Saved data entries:
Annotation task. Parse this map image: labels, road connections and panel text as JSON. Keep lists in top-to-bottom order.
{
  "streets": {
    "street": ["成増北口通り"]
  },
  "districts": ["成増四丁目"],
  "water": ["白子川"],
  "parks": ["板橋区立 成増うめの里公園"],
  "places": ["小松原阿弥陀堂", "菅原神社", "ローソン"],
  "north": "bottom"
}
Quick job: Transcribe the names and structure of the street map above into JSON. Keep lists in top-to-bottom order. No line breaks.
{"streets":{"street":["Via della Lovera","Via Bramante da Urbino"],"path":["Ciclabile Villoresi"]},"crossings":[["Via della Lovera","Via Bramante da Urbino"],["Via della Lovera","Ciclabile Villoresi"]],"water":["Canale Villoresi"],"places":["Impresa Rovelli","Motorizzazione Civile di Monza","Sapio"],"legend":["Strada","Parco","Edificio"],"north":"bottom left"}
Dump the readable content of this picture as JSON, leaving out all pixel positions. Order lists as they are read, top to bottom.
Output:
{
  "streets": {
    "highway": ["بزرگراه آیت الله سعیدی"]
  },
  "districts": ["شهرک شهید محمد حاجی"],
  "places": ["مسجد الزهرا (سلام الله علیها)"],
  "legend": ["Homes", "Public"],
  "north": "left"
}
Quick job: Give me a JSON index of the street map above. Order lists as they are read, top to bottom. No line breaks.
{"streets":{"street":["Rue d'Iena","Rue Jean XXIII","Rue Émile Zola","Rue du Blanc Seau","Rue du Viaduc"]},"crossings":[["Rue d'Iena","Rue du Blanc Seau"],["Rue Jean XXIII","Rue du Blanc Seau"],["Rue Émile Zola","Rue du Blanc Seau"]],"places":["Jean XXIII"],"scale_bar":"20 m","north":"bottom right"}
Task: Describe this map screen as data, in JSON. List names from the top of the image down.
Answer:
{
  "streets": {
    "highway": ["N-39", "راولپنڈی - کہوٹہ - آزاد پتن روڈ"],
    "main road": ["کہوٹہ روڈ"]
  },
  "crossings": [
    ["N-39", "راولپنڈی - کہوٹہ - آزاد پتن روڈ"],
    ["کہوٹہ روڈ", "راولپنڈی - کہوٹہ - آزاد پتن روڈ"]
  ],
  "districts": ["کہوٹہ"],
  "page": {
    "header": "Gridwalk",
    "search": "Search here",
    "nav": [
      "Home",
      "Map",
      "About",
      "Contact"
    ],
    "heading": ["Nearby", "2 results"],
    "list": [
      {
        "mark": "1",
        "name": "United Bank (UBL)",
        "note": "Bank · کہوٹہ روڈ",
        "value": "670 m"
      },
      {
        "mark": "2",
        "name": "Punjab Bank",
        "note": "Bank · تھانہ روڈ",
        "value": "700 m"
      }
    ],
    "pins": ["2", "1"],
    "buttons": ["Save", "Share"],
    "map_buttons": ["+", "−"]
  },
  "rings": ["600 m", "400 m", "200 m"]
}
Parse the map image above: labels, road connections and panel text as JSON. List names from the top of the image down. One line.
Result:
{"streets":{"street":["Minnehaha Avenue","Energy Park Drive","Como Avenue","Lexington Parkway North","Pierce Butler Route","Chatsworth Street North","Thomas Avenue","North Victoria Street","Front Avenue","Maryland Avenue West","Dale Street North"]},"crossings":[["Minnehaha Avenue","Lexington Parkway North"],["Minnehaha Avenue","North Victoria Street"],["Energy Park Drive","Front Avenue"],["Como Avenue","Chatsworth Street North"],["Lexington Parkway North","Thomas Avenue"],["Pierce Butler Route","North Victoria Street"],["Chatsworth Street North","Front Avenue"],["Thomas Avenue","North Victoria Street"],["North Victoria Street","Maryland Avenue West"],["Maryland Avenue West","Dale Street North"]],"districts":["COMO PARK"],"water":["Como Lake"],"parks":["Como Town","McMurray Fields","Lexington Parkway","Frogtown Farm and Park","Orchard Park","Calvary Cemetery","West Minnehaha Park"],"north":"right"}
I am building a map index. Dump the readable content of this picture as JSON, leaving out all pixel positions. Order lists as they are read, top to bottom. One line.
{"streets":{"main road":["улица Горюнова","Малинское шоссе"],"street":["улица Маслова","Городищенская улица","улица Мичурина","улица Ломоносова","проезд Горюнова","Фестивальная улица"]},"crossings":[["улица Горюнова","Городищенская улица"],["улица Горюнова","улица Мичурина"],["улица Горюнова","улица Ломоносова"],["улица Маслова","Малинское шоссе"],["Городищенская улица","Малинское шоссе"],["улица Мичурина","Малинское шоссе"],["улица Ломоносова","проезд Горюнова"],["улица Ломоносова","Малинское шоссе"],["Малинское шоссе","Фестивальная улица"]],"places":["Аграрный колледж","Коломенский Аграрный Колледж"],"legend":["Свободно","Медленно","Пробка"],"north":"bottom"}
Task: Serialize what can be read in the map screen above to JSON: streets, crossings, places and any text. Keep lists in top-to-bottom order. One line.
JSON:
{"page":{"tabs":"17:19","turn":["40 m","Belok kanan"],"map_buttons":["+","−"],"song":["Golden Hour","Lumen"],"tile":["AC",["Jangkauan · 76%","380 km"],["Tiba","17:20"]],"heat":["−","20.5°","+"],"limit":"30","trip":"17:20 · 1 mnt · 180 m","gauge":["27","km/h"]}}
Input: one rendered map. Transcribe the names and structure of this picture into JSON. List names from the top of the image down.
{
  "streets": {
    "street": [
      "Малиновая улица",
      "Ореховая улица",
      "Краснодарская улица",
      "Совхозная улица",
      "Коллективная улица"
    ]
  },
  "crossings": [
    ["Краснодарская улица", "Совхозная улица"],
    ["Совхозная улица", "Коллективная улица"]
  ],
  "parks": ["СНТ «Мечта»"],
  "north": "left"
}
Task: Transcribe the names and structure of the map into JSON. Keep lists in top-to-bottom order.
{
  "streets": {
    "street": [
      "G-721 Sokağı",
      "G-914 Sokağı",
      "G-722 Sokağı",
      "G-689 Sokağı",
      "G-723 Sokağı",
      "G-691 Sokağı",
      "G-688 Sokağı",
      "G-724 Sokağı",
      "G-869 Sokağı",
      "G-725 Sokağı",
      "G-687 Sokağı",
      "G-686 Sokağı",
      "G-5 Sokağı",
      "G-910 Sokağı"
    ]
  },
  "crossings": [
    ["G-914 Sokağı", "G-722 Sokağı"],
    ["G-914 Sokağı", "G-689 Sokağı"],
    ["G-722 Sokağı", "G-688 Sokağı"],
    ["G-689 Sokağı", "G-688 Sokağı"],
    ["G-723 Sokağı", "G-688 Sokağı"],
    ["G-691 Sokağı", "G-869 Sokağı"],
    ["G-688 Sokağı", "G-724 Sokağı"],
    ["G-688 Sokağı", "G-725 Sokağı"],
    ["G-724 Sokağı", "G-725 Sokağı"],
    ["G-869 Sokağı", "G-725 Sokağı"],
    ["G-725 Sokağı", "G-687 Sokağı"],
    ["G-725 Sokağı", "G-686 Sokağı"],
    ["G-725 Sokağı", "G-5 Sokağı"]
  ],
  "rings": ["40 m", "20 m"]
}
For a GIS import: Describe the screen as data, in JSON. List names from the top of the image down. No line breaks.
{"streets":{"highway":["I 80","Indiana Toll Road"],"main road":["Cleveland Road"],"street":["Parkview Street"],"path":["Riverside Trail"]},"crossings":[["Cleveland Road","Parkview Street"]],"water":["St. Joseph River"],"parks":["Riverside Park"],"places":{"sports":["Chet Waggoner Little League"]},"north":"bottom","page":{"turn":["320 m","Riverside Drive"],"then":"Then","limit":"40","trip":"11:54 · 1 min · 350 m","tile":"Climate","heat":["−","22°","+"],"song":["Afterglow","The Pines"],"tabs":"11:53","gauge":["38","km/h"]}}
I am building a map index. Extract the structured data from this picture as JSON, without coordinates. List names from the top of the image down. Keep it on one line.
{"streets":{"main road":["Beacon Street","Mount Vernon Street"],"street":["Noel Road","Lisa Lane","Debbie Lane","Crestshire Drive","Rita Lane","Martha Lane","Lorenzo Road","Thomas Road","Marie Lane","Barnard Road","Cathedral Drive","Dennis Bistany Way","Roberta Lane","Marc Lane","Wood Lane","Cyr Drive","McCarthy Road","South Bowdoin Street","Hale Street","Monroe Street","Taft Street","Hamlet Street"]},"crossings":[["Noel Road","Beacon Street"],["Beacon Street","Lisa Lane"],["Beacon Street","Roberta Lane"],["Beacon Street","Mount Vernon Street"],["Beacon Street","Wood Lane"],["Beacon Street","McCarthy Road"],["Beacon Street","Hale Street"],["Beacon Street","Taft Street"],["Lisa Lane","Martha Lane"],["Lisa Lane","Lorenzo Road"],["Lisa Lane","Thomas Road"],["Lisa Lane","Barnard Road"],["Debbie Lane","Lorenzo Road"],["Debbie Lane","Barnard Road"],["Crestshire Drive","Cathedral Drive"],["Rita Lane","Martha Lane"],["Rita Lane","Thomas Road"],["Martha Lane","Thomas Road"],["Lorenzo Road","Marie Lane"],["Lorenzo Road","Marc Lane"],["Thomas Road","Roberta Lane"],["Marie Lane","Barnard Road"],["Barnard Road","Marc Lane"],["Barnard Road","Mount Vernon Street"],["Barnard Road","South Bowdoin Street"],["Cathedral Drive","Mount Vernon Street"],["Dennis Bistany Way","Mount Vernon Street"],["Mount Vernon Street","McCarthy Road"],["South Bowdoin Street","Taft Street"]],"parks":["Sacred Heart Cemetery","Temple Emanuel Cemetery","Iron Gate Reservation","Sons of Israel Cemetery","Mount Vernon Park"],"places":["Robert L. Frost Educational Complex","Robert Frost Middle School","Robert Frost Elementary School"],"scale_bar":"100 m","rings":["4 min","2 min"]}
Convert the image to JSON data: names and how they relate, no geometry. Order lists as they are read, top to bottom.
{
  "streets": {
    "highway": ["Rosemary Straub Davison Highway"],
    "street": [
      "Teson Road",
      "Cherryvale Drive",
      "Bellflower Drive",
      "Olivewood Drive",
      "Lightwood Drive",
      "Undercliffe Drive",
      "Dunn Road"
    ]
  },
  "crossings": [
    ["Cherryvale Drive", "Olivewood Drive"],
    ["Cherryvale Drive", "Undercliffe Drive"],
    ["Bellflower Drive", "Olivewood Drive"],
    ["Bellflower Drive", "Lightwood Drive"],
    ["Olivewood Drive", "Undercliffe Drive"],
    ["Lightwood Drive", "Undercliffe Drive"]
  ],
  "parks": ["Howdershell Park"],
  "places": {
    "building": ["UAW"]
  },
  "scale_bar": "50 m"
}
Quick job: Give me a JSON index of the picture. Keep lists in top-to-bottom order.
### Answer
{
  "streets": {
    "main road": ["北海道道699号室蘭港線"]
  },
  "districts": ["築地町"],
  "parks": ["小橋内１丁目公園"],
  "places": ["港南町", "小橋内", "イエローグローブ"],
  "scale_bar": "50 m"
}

▸ **What is needed**:
Would you print exactly the lines from the first line of the entries above through the line that has "Task: Describe this", both included, and stop there?

▸ **Exercise answer**:
Annotation task. Parse this map image: labels, road connections and panel text as JSON. Keep lists in top-to-bottom order.
{
  "streets": {
    "street": ["成増北口通り"]
  },
  "districts": ["成増四丁目"],
  "water": ["白子川"],
  "parks": ["板橋区立 成増うめの里公園"],
  "places": ["小松原阿弥陀堂", "菅原神社", "ローソン"],
  "north": "bottom"
}
Quick job: Transcribe the names and structure of the street map above into JSON. Keep lists in top-to-bottom order. No line breaks.
{"streets":{"street":["Via della Lovera","Via Bramante da Urbino"],"path":["Ciclabile Villoresi"]},"crossings":[["Via della Lovera","Via Bramante da Urbino"],["Via della Lovera","Ciclabile Villoresi"]],"water":["Canale Villoresi"],"places":["Impresa Rovelli","Motorizzazione Civile di Monza","Sapio"],"legend":["Strada","Parco","Edificio"],"north":"bottom left"}
Dump the readable content of this picture as JSON, leaving out all pixel positions. Order lists as they are read, top to bottom.
Output:
{
  "streets": {
    "highway": ["بزرگراه آیت الله سعیدی"]
  },
  "districts": ["شهرک شهید محمد حاجی"],
  "places": ["مسجد الزهرا (سلام الله علیها)"],
  "legend": ["Homes", "Public"],
  "north": "left"
}
Quick job: Give me a JSON index of the street map above. Order lists as they are read, top to bottom. No line breaks.
{"streets":{"street":["Rue d'Iena","Rue Jean XXIII","Rue Émile Zola","Rue du Blanc Seau","Rue du Viaduc"]},"crossings":[["Rue d'Iena","Rue du Blanc Seau"],["Rue Jean XXIII","Rue du Blanc Seau"],["Rue Émile Zola","Rue du Blanc Seau"]],"places":["Jean XXIII"],"scale_bar":"20 m","north":"bottom right"}
Task: Describe this map screen as data, in JSON. List names from the top of the image down.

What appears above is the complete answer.